The talk will concentrate on a sequent-calculus formulation for classical logic where the cut-elimination procedure is strongly normalising. Gentzen has shown in 1934 that all cuts can be eliminated from proofs in LK and LJ. Since then many cut-elimination theorems have appeared for various sequent-calculus formulations. Most of them, including Gentzen's original, provide a cut-elimination procedure which is only weakly normalising.

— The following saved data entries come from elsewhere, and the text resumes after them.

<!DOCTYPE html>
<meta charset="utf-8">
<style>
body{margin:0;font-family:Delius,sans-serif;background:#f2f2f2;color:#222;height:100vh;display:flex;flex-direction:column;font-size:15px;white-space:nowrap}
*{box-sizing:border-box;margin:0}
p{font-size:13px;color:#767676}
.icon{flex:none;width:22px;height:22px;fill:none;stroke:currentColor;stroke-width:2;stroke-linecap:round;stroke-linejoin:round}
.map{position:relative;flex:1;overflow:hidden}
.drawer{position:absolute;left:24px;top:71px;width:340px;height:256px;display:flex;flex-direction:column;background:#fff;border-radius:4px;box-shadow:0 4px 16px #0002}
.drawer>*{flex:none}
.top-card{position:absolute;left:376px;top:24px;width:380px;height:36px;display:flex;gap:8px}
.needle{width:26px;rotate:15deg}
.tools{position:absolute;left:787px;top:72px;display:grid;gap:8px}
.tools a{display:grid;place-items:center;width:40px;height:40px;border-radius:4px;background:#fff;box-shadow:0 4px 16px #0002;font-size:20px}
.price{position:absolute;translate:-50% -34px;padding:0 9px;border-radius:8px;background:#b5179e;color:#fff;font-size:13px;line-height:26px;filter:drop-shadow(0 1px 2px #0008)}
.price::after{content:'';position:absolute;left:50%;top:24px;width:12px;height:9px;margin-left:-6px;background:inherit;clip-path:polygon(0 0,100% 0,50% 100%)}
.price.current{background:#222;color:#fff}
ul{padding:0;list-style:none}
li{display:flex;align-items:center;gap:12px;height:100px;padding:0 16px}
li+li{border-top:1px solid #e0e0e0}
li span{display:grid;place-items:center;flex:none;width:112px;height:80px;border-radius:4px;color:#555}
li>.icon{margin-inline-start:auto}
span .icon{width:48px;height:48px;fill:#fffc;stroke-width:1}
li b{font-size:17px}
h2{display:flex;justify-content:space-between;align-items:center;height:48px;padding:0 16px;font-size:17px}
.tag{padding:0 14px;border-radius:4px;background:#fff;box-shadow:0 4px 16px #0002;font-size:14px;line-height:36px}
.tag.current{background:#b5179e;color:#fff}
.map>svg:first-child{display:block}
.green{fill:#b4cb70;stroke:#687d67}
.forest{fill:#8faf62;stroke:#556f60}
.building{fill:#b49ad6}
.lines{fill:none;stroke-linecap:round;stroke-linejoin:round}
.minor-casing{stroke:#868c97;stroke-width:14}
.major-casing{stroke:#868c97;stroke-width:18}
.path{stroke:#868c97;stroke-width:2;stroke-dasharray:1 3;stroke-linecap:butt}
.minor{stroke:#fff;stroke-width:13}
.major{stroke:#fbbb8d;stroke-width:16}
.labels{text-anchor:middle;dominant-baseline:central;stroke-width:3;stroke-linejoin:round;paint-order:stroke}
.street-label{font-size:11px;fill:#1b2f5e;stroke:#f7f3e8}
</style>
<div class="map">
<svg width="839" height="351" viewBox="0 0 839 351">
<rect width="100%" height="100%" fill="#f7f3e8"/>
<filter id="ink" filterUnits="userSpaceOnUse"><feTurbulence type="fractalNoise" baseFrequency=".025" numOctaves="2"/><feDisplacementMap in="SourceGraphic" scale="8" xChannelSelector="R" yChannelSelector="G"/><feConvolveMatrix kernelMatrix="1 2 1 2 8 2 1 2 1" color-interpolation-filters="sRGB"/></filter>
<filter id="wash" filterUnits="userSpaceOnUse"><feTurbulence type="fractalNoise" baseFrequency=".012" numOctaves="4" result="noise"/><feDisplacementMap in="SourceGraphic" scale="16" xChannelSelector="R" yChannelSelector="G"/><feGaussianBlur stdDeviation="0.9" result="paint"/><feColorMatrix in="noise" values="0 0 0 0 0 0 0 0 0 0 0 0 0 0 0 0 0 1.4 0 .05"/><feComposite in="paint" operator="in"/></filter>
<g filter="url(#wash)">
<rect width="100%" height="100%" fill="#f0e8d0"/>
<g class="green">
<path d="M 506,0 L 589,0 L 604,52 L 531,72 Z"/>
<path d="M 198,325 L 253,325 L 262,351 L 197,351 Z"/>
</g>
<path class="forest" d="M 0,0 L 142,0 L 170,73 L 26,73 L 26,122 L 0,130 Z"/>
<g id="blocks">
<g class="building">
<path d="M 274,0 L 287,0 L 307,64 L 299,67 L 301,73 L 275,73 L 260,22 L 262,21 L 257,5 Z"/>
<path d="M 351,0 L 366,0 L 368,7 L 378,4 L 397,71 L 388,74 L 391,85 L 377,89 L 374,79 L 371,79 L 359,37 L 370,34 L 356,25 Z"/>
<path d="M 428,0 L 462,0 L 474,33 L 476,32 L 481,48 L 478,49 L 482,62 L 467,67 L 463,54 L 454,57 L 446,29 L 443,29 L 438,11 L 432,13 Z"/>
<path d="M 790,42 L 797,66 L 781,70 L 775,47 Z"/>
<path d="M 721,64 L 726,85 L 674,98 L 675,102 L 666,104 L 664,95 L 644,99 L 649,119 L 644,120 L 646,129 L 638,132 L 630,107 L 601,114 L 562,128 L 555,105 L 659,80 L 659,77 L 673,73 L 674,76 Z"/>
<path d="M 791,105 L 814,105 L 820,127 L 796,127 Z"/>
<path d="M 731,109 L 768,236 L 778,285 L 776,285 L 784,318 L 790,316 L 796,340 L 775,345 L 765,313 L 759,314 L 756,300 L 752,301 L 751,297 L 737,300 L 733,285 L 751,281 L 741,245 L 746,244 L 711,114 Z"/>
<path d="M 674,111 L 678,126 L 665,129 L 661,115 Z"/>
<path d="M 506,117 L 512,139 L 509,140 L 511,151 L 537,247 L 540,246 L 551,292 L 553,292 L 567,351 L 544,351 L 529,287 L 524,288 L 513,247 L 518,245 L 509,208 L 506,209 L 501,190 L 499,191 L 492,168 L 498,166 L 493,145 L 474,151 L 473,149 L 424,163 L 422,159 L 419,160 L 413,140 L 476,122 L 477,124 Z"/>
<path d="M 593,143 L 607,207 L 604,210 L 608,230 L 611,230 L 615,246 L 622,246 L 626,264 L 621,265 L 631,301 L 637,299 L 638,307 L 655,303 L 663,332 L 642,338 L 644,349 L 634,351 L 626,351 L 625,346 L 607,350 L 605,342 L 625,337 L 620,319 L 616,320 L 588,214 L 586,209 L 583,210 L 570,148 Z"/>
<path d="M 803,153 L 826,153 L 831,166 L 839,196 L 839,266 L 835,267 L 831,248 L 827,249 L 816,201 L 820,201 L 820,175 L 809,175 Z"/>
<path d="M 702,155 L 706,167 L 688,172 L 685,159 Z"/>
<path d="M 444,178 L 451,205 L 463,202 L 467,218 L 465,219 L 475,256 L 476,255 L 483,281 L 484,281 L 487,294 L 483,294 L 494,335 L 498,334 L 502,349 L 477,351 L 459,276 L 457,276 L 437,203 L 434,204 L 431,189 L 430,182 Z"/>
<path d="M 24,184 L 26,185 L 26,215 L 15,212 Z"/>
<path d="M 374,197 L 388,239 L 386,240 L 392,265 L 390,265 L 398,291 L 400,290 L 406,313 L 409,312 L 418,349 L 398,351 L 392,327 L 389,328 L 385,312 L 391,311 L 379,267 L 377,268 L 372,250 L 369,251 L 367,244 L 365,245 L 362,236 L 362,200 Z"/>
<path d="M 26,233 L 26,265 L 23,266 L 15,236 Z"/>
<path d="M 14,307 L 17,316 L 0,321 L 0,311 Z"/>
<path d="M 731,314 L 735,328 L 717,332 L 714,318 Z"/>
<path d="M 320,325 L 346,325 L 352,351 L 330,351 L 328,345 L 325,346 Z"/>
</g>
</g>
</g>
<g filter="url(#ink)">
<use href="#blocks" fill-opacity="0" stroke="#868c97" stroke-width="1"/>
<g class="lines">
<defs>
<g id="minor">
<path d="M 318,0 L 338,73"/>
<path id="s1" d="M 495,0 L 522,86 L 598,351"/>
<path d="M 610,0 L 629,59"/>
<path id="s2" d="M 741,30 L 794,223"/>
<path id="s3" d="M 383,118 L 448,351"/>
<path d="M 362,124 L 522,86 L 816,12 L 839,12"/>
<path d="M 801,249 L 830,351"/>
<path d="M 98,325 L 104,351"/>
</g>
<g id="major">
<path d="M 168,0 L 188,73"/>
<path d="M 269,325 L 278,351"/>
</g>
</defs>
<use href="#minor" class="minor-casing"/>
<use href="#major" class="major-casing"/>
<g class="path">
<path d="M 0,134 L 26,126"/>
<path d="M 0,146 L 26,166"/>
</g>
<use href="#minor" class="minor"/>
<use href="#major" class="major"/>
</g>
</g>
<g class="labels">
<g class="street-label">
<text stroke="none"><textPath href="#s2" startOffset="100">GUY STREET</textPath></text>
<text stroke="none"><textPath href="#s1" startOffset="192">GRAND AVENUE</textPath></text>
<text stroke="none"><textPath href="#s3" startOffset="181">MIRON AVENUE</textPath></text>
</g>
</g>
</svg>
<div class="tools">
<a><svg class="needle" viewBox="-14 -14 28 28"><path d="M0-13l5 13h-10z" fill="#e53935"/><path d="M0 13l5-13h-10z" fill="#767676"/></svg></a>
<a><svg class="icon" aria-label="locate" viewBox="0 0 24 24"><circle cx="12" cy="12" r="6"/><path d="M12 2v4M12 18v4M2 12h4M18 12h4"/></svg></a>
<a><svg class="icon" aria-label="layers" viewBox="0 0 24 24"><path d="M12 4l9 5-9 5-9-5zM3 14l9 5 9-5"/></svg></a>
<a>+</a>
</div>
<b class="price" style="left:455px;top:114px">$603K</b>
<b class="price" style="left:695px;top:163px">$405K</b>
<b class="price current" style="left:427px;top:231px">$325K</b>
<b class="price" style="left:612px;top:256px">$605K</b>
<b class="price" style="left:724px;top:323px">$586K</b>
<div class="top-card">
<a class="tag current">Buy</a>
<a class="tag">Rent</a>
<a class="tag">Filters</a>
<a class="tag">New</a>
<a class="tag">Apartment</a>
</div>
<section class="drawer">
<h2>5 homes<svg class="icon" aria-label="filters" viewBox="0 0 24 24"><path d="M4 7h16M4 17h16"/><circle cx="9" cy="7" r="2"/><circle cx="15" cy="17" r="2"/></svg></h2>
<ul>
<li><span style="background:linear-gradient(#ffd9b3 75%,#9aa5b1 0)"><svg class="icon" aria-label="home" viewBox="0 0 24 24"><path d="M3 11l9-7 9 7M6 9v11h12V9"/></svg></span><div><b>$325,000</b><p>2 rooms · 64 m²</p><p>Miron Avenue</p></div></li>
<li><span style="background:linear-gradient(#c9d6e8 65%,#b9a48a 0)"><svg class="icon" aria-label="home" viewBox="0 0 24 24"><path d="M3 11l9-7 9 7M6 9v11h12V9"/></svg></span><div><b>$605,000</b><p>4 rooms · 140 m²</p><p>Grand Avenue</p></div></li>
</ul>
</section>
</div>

In intuitionistic logic we know by the Curry-Howard correspondence that the notion of cut-elimination is closely related to the notion of reduction of typed lambda-terms. As a consequence we have a precise computational meaning for the corresponding cut-elimination procedure and strong normalisation results become desirable. Recent approaches attempt to extend the Curry-Howard correspondence to classical logic. However, it is rather difficult to design a reduction system for classical logic which is strongly normalising. Therefore all those approaches impose some from of restriction on the cut-elimination rules to ensure strong normalisation. In my talk I shall present a term-calculus for classical logic and the cut-elimination steps will be given as rewrite rules. The cut-elimination procedure adapts the standard cut-transformations and no additional information is required to guide the cut-elimination process. The talk will conclude with some remarks on the computational meaning of the presented cut-elimination procedure.